Aim of the task → Within the listing below, please copy exactly the lines between the line holding "g.font = font" and the line holding "M563,3C571,26 586,71 581,94C578,104", inclusive.

*** Dataset excerpts Section Begins ***

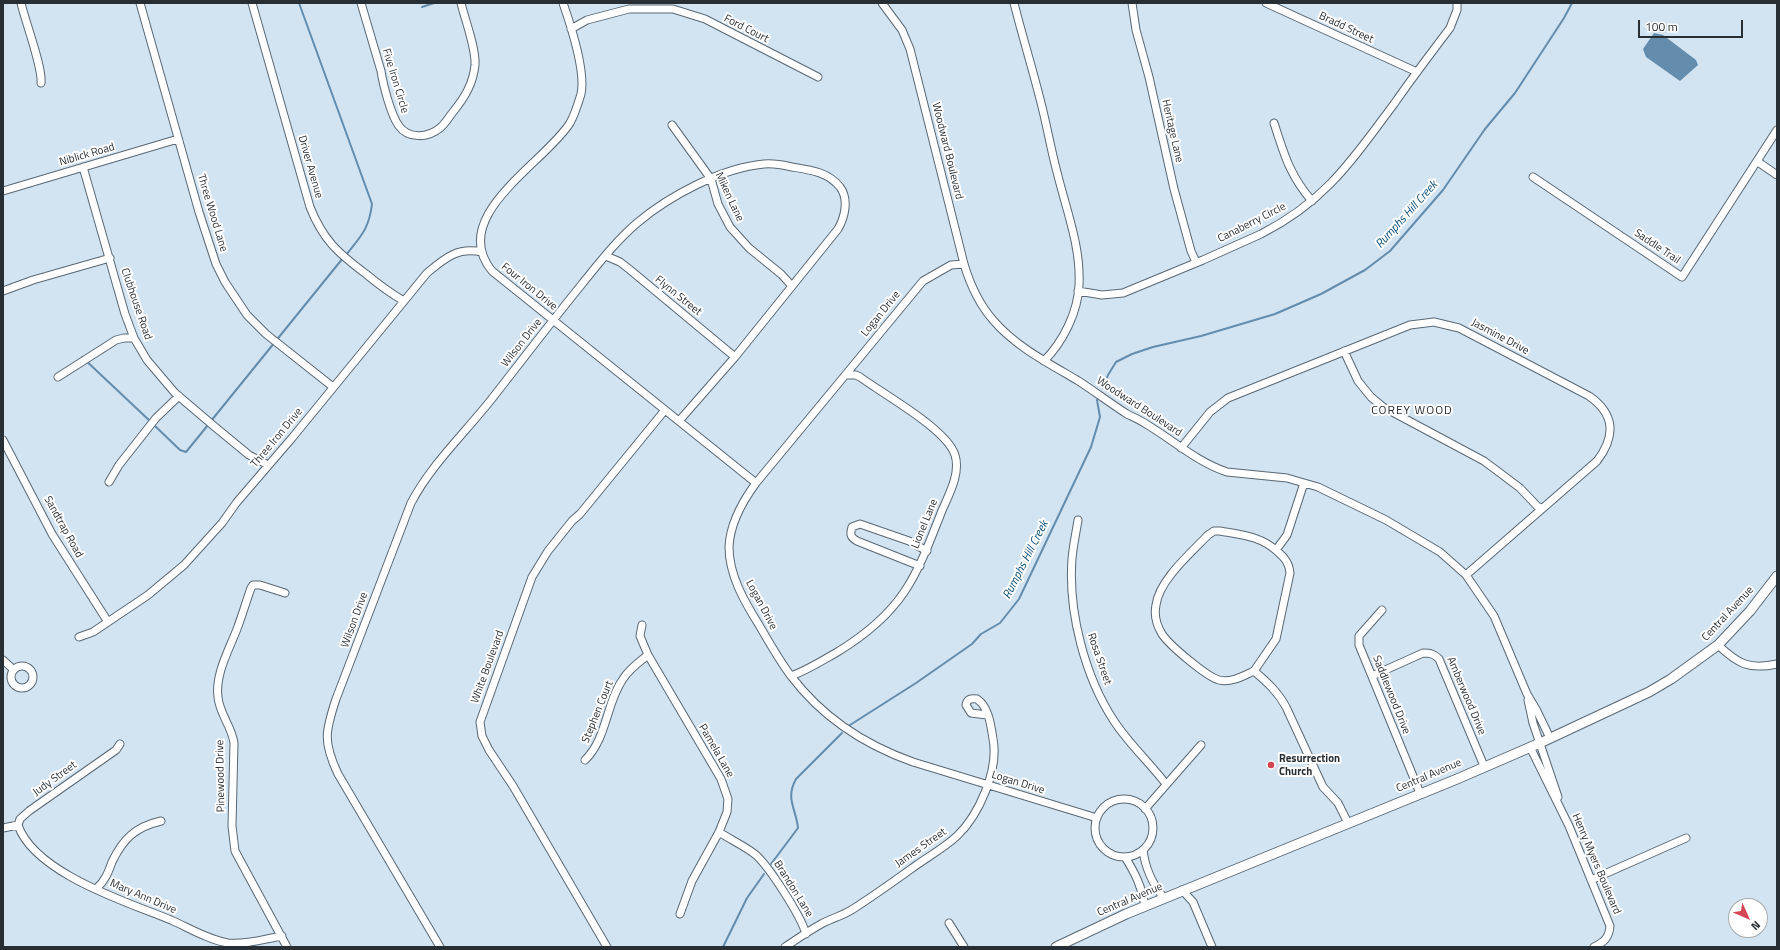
<!DOCTYPE html>
<html>
<head>
<meta charset="utf-8">
<style>
	body { margin:0 }
	#map { position:relative; width:1780px; height:950px; overflow:hidden; background:#d2e3f1; font-family:"Titillium Web",sans-serif }
	canvas { display:block }
	.frame { position:absolute; inset:0; border:4px solid #282f34; pointer-events:none }
	.north { position:absolute; left:1728px; top:898px; width:40px; height:40px; box-sizing:border-box; background:#fff; border:1px solid #a9acae; border-radius:50%; rotate:135deg; font-size:11px; font-weight:700; line-height:16px; text-align:center; color:#282f34 }
	.north::after { content:''; display:block; margin:auto; width:14px; height:18px; background:#d54553; clip-path:polygon(50% 0,100% 100%,50% 72%,0 100%) }
	.scale { position:absolute; left:1638px; top:20px; width:105px; height:18px; box-sizing:border-box; border:2px solid #282f34; border-top:0; padding-left:5px; font-size:12px; line-height:14px; white-space:nowrap; color:#282f34; -webkit-text-stroke:3px #fff; paint-order:stroke }
</style>
</head>
<body>
<div id="map">
<canvas width="1780" height="950"></canvas>
<div class="frame"></div>
<div class="north">N</div>
<div class="scale">100 m</div>
</div>
<script>
const g = document.querySelector('canvas').getContext('2d');
g.lineJoin = 'round';
function fillPath(path, color) { g.fillStyle = color; g.fill(path, 'evenodd'); }
function stroke(path, color, width, dash) { g.strokeStyle = color; g.lineWidth = width; g.lineCap = dash ? 'butt' : 'round'; g.setLineDash(dash || []); g.stroke(path); }
function write(font, color, halo, rows, align = 'center') {
  g.font = font + ' "Titillium Web",sans-serif'; g.lineWidth = 4; g.setLineDash([]); g.textBaseline = 'middle'; g.strokeStyle = halo; g.fillStyle = color; for (const [text, x, y, turn = 0] of rows) {
    g.save(); g.translate(x, y); g.rotate((+turn || 0) * Math.PI / 180); g.textAlign = isNaN(turn) ? turn : align; if (halo) g.strokeText(text, 0, 0); g.fillText(text, 0, 0); g.restore();
  }
}
const water = new Path2D(`
	M1654,33L1663,35L1696,60L1698,65L1680,81L1646,57L1643,49Z`);
const stream = new Path2D(`
	M299,3L372,204C369,229 361,236 346,255
	M422,7L434,3
	M82,357L151,422
	M1103,388L1108,375L1116,362L1132,354L1153,347L1201,336L1275,314L1321,294L1365,270L1390,251L1443,190L1485,129L1515,93L1564,18L1572,3
	M211,421L343,258
	M154,425L180,450L186,452L208,425
	M850,725L916,683L972,644L981,634L1000,623L1019,599L1091,447L1100,417L1097,400
	M771,864L798,828C796,808 785,799 796,779L842,733
	M723,947L747,898L764,874`);
const minor = new Path2D(`
	M21,3C25,21 43,68 41,83
	M140,3L199,212L216,264L225,282L247,315L266,334L333,387
	M252,3L310,207C323,240 338,253 366,274C378,284 390,293 404,301
	M361,3L381,71C383,84 391,116 399,126C408,139 428,138 440,128C445,124 449,117 453,112C465,97 473,84 475,65C476,48 465,20 461,3
	M563,3C571,26 586,71 581,94C578,104 575,114 570,123C545,163 447,216 492,271L756,483
	M882,3L902,30L910,49L964,264C970,284 979,304 993,320C1015,346 1048,363 1077,380C1094,391 1110,403 1127,414C1133,417 1140,420 1146,424C1173,440 1197,462 1227,472L1287,478L1318,487L1386,520L1440,552L1466,575L1494,616L1527,694L1536,709L1550,738
	M1014,3C1022,35 1032,67 1040,99C1047,125 1051,151 1058,176C1067,212 1081,248 1079,285C1078,312 1063,342 1044,361
	M1132,3L1136,30L1149,77L1174,189L1191,251L1196,262
	M1266,3L1417,72
	M571,29L587,20L629,9H673L705,19L818,77
	M1274,123C1284,154 1290,176 1312,201
	M672,125L711,179L718,204L730,227L749,248L781,274L792,286
	M1758,162L1777,175
	M83,167L125,314L134,338L147,360L175,393L215,427L249,455L268,465
	M1533,177L1682,277L1777,130
	M3,191L178,139
	M606,256L620,262L629,269L735,357
	M964,264L951,265L923,281L756,483C742,502 730,523 729,547C729,575 744,601 759,625C769,642 779,660 791,676C822,717 865,745 913,762L1097,818
	M3,291L33,280L110,258
	M1078,291L1102,295L1123,293L1203,260L1261,234C1326,201 1352,160 1394,104C1412,78 1431,53 1450,28L1457,10V3
	M1344,351L1358,381L1371,397L1383,407L1484,461L1520,488L1537,506L1541,508
	M58,377L116,340L124,338H134
	M3,440L52,534L108,622
	M1181,448L1210,412L1228,398L1410,325L1434,322L1459,328L1589,396C1615,414 1616,436 1597,461L1466,575
	M109,482L119,465L156,418L179,396
	M1078,520C1076,533 1073,546 1072,559C1068,612 1085,677 1114,721C1129,744 1150,763 1166,784
	M1276,550L1287,535L1304,483
	M920,566L857,541C850,537 850,534 852,527L860,524L909,541L927,551
	M285,593L260,585H253L251,588C246,602 242,616 237,629C229,650 215,674 218,697C219,713 232,727 234,743L232,826L235,851L287,947
	M1382,610L1359,636V645L1420,793
	M642,625L640,636L648,655L721,779L728,799L727,812L719,832L692,881L680,914
	M79,637L93,632L148,595L184,565L222,523L237,502L292,438L427,273C445,258 457,247 482,252
	M1718,645C1738,664 1749,670 1777,664
	M3,660L14,670
	M11 677a11 11 0 1 1 22 0a11 11 0 1 1-22 0Z
	M1254,671L1276,639L1290,573C1289,563 1285,558 1278,552C1261,536 1242,535 1220,531H1214L1208,535C1191,553 1159,580 1156,605C1154,615 1157,626 1162,634C1169,645 1207,677 1219,680C1231,683 1243,676 1254,671C1267,682 1278,692 1286,707L1323,787L1338,803L1348,823
	M791,676C808,670 823,660 839,651C902,612 915,580 941,513C948,496 961,474 955,455C947,429 883,394 860,377L856,375H846
	M1372,676L1423,653C1431,653 1434,654 1439,659L1484,766
	M1528,700L1533,723L1558,797
	M1530,747L1569,826L1610,926C1609,938 1604,942 1594,947
	M585,760C607,739 606,703 623,679C629,669 639,662 648,655
	M1095 828a29 29 0 1 1 58 0a29 29 0 1 1-58 0Z
	M1145,809L1201,745
	M18,825C34,873 127,902 171,920C189,928 209,940 228,943C246,945 264,939 282,936
	M3,828L18,825L20,819L29,811L116,750L120,744
	M719,832C731,840 745,846 756,855C770,868 801,916 806,934
	M1143,850C1145,867 1153,885 1164,898
	M1125,857C1135,873 1142,887 1145,906
	M1591,880L1686,838
	M96,889C105,881 108,873 112,862C123,839 135,827 161,821
	M1182,890L1193,902L1212,947
	M949,923L964,947
	M440,947L338,774C323,742 325,732 336,699L411,503C432,463 467,431 494,396C523,359 552,321 582,284C599,263 616,241 637,223C669,196 721,168 764,164C774,163 783,165 792,167C811,170 828,172 840,187C849,199 845,217 838,229L735,357L679,421
	M607,947L513,786L489,750L482,736L480,722L532,577L548,551L572,521L580,514L665,410
	M785,947C797,939 810,930 823,923C833,918 844,915 853,909C875,895 897,879 918,864C931,855 945,847 957,836C979,815 999,770 993,739C991,726 989,707 977,699C971,698 967,699 966,705L971,713L987,715`);
const tertiary = new Path2D(`
	M1056,947L1126,914L1457,779L1540,743L1649,692L1671,679L1718,645L1750,611L1777,576`);
const markers = [
	[1271,765,4,"#d54553"]
];
const streetNames = [
	["Bradd Street",1346,28,25],
	["Ford Court",746,29,27],
	["Five Iron Circle",395,81,73],
	["Heritage Lane",1172,131,77],
	["Woodward Boulevard",947,151,76],
	["Niblick Road",87,155,-16],
	["Driver Avenue",310,167,74],
	["Miken Lane",729,197,65],
	["Three Wood Lane",212,213,73],
	["Canaberry Circle",1252,223,-27],
	["Saddle Trail",1657,247,34],
	["Four Iron Drive",529,287,39],
	["Flynn Street",678,296,39],
	["Clubhouse Road",136,304,71],
	["Logan Drive",881,314,-51],
	["Jasmine Drive",1500,337,28],
	["Wilson Drive",522,343,-52],
	["Woodward Boulevard",1139,407,33],
	["Three Iron Drive",277,438,-50],
	["Lionel Lane",925,524,-68],
	["Sandtrap Road",63,527,61],
	["Logan Drive",761,605,62],
	["Central Avenue",1728,614,-47],
	["Wilson Drive",355,620,-70],
	["Rosa Street",1099,659,71],
	["White Boulevard",488,667,-70],
	["Saddlewood Drive",1391,695,68],
	["Amberwood Drive",1466,696,67],
	["Stephen Court",598,712,-68],
	["Pamela Lane",716,751,60],
	["Pinewood Drive",221,776,-91],
	["Central Avenue",1429,776,-23],
	["Judy Street",55,779,-36],
	["Logan Drive",1018,783,17],
	["James Street",921,848,-35],
	["Henry Myers Boulevard",1596,864,67],
	["Brandon Lane",793,889,58],
	["Mary Ann Drive",143,897,23],
	["Central Avenue",1130,900,-23]
];
const poiNames = [
	["Resurrection",1279,759],
	["Church",1279,772]
];
const waterNames = [
	["Rumphs Hill Creek",1407,215,-48],
	["Rumphs Hill Creek",1026,560,-63]
];
const neighbourhoodNames = [
	["COREY WOOD",1412,411]
];
fillPath(water, '#638cad');
stroke(stream, '#638cad', 2);
stroke(minor, '#596874', 9);
stroke(tertiary, '#596874', 11);
stroke(minor, '#fff', 7);
stroke(tertiary, '#fff', 9);
for (const [x, y, r, color] of markers) { const dot = new Path2D(); dot.arc(x, y, r, 0, 2 * Math.PI); g.fillStyle = color; g.fill(dot); stroke(dot, '#fff', 1.5); }
write('11px', '#282f34', '#fff', streetNames);
write('bold 11px', '#282f34', '#fff', poiNames, 'left');
write('italic 12px', '#0d517e', '#fff', waterNames);
g.letterSpacing = '1px';
write('12px', '#282f34', '#fff', neighbourhoodNames);
g.letterSpacing = '0px';
</script>
</body>
</html>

*** Dataset excerpts Section Ends ***

Answer area →
  g.font = font + ' "Titillium Web",sans-serif'; g.lineWidth = 4; g.setLineDash([]); g.textBaseline = 'middle'; g.strokeStyle = halo; g.fillStyle = color; for (const [text, x, y, turn = 0] of rows) {
    g.save(); g.translate(x, y); g.rotate((+turn || 0) * Math.PI / 180); g.textAlign = isNaN(turn) ? turn : align; if (halo) g.strokeText(text, 0, 0); g.fillText(text, 0, 0); g.restore();
  }
}
const water = new Path2D(`
	M1654,33L1663,35L1696,60L1698,65L1680,81L1646,57L1643,49Z`);
const stream = new Path2D(`
	M299,3L372,204C369,229 361,236 346,255
	M422,7L434,3
	M82,357L151,422
	M1103,388L1108,375L1116,362L1132,354L1153,347L1201,336L1275,314L1321,294L1365,270L1390,251L1443,190L1485,129L1515,93L1564,18L1572,3
	M211,421L343,258
	M154,425L180,450L186,452L208,425
	M850,725L916,683L972,644L981,634L1000,623L1019,599L1091,447L1100,417L1097,400
	M771,864L798,828C796,808 785,799 796,779L842,733
	M723,947L747,898L764,874`);
const minor = new Path2D(`
	M21,3C25,21 43,68 41,83
	M140,3L199,212L216,264L225,282L247,315L266,334L333,387
	M252,3L310,207C323,240 338,253 366,274C378,284 390,293 404,301
	M361,3L381,71C383,84 391,116 399,126C408,139 428,138 440,128C445,124 449,117 453,112C465,97 473,84 475,65C476,48 465,20 461,3
	M563,3C571,26 586,71 581,94C578,104 575,114 570,123C545,163 447,216 492,271L756,483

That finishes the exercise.